Oyunculuğa nasıl başladın?

Hayallerimin peşinden gittim diyelim kısaca. Annem, bütün soyumuz doktor olduğu için doktorluğa merak salmamı istemiyordu, beni çok küçük yaşlardan beri sanata yönlendirdi. Piyanoydu, baleydi, resim kursuydu derken bir baktım ki ben “hareketli resim” okumak istiyorum. Sinema TV bölümünü seçtim Marmara Üniversitesi Güzel Sanatlar’da. Kamera arkasına yönelik eğitim alırken aynı zamanda Şahika Tekand Stüdyo Oyuncuları’nda oyunculuk derslerine gidip gelmeye başladım. Sonrası çorap söküğü gibi geldi işte…

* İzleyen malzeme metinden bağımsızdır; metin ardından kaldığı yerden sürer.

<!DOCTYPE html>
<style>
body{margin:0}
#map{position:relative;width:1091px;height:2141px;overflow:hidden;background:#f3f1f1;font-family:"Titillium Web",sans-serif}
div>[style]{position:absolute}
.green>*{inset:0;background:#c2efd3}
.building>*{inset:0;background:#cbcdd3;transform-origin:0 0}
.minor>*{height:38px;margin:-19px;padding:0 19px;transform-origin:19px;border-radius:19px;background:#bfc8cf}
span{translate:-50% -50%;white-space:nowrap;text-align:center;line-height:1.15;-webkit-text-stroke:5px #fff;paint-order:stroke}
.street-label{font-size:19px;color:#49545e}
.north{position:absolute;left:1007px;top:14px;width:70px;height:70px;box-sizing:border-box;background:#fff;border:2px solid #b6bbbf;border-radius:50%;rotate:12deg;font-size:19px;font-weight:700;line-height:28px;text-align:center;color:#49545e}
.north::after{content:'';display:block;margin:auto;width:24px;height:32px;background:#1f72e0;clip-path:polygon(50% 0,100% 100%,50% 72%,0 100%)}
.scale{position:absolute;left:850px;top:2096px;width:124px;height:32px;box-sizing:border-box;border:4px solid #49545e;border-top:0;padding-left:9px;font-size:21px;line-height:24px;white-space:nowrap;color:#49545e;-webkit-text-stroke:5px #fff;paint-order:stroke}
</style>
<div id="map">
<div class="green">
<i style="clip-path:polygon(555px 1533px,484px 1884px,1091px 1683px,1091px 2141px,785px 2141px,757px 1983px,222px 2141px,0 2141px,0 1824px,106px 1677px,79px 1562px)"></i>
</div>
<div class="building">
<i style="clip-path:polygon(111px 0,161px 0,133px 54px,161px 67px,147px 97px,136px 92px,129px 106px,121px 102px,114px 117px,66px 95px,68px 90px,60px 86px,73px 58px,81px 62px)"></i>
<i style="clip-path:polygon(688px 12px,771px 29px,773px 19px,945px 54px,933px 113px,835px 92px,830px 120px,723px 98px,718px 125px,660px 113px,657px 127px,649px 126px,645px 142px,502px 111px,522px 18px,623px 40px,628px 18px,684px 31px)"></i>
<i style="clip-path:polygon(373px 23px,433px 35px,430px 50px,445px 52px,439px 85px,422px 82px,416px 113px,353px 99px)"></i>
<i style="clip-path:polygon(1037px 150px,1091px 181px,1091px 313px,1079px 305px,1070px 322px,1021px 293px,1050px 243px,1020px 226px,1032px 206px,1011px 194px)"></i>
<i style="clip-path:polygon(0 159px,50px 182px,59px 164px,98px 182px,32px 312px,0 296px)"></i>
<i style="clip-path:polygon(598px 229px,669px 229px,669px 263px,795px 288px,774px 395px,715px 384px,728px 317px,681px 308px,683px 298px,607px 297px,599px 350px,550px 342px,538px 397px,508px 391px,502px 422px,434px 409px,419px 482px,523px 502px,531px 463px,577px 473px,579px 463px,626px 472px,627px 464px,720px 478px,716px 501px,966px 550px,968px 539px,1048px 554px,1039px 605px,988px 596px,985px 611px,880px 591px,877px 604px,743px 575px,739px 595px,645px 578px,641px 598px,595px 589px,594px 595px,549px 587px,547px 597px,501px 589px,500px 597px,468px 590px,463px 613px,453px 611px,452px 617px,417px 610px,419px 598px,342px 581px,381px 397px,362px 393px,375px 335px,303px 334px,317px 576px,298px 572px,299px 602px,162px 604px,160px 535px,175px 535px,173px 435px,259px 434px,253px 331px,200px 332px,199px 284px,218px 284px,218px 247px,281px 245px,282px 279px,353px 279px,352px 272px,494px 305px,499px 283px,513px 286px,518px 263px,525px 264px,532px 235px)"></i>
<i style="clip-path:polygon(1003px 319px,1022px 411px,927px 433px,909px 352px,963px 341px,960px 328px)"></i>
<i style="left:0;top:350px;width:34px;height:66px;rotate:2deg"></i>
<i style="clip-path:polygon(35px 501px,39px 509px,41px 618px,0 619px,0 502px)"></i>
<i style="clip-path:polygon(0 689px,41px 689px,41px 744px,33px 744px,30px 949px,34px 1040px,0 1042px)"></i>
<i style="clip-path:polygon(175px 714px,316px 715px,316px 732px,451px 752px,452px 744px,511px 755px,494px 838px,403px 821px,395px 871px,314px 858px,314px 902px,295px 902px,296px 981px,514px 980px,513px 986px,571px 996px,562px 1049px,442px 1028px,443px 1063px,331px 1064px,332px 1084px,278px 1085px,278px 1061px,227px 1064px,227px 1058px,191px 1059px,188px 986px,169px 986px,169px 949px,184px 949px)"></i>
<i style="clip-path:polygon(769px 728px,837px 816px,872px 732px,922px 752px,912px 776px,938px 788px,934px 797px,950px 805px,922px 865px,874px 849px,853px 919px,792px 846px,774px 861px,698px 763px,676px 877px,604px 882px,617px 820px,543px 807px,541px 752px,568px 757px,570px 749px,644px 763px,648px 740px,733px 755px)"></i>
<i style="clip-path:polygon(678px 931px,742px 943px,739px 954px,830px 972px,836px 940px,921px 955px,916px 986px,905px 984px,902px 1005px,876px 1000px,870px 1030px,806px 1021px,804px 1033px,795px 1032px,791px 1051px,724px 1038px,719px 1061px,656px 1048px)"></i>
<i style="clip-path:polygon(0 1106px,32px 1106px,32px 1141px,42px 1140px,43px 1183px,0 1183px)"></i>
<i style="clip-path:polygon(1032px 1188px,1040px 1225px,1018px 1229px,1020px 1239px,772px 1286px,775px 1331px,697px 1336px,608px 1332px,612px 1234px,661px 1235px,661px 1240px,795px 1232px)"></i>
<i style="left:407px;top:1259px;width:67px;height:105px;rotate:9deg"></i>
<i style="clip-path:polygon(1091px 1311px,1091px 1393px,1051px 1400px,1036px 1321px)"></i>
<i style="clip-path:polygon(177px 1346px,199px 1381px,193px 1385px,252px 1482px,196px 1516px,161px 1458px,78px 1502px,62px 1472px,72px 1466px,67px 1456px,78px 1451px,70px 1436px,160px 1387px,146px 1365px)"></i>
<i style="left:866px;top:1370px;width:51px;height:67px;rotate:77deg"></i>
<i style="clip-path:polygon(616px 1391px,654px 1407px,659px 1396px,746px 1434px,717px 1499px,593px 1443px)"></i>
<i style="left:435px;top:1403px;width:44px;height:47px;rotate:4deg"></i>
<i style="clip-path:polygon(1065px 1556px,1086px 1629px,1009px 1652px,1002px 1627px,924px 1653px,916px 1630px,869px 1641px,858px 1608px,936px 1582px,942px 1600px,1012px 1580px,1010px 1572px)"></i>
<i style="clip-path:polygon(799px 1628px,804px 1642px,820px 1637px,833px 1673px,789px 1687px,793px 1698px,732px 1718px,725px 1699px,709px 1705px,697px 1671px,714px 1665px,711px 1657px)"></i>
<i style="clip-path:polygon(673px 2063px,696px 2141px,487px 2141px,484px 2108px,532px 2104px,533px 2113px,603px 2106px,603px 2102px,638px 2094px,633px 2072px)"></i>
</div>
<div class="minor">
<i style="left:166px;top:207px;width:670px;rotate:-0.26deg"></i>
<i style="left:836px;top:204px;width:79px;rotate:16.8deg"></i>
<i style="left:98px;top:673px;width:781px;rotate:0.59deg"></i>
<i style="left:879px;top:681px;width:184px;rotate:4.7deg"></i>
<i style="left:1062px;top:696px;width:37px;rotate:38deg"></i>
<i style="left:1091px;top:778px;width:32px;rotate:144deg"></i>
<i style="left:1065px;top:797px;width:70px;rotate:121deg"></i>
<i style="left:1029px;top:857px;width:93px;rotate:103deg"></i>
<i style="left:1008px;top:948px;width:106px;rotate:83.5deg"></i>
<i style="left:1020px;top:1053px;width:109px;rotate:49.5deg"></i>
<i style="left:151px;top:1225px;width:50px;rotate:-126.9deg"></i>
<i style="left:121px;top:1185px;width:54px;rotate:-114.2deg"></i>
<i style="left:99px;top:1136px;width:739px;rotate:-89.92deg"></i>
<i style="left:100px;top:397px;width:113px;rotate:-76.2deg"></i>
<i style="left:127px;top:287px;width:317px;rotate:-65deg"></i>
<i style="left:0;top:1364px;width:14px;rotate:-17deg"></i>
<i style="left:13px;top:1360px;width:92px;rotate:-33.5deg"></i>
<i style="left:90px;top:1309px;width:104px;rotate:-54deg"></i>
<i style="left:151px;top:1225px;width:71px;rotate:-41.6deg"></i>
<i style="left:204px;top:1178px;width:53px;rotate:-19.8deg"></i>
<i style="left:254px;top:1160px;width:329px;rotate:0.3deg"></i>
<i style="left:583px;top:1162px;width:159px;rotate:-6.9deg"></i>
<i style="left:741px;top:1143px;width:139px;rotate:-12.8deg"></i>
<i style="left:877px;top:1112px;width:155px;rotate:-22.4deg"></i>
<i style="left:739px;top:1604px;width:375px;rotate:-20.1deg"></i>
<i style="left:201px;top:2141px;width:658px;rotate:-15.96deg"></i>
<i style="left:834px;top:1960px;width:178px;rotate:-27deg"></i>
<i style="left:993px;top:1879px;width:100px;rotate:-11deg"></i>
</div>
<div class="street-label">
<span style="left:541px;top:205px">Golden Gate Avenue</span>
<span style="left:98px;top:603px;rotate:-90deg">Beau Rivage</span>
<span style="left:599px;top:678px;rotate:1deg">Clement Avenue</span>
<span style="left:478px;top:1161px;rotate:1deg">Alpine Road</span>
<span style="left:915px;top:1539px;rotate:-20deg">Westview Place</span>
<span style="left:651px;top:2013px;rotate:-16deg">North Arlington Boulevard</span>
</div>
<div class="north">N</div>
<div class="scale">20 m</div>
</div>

Aşk denince ilk aklına gelen kelime nedir?

Cesaret. Korkaklar aşık olmazlar. Bir de tek taraflı cesaret olmaz. Aşkın olabilmesi için her iki kişinin de birbirlerine doğru cesaretle yürümesi gerekir.

En sevdiğin aşk filmi ve çift kim?

Köprü üstü aşıkları. Denis Lavant ve Juliette Binoche’un oynadığı; Alex ve Michele.

Oyuncular arasında aşk uzun sürmez gibi bir fikir vardır sence bu doğru mu?

Yıllardır evli, mutlu, çocuklu olan bir sürü oyuncu çift sayabilirim size. Bu sadece doğru insanı doğru zamanda bulmakla ilgili.

Seni en çok ne sinirlendirir?

Yalan söylenmesi. Yalanın her türlüsü, pembesi, beyazı, kırmızısı. Yalanı affetmem.

SPORSUZ KALAMIYORUM 

Bu kadar ince ve zarif olmak genetik mi?

Sanırım genetik. Annem de çok ince bir kadın. Ailede kilolu kimse yok. Ama ben sporsuz da pek kalmıyorum. Kendimi hep güçlü tutmaya çalışıyorum.

En çok canlandırmayı istediğin karakter veya tarihi kişi kim?

Mata Hari’yi canlandırmak isterdim. Dansöz, casus. İdama götürülürken bir cesaret örneği göstererek gözlerini bağlatmıyor. Kurşuna dizilerek öldürülüyor. Yaşamında her şey var, tehlike, risk, ihtiras, tutku, cesaret, macera, başkaldırı, şehvet, cazibe… İnanılmaz bir kişilik.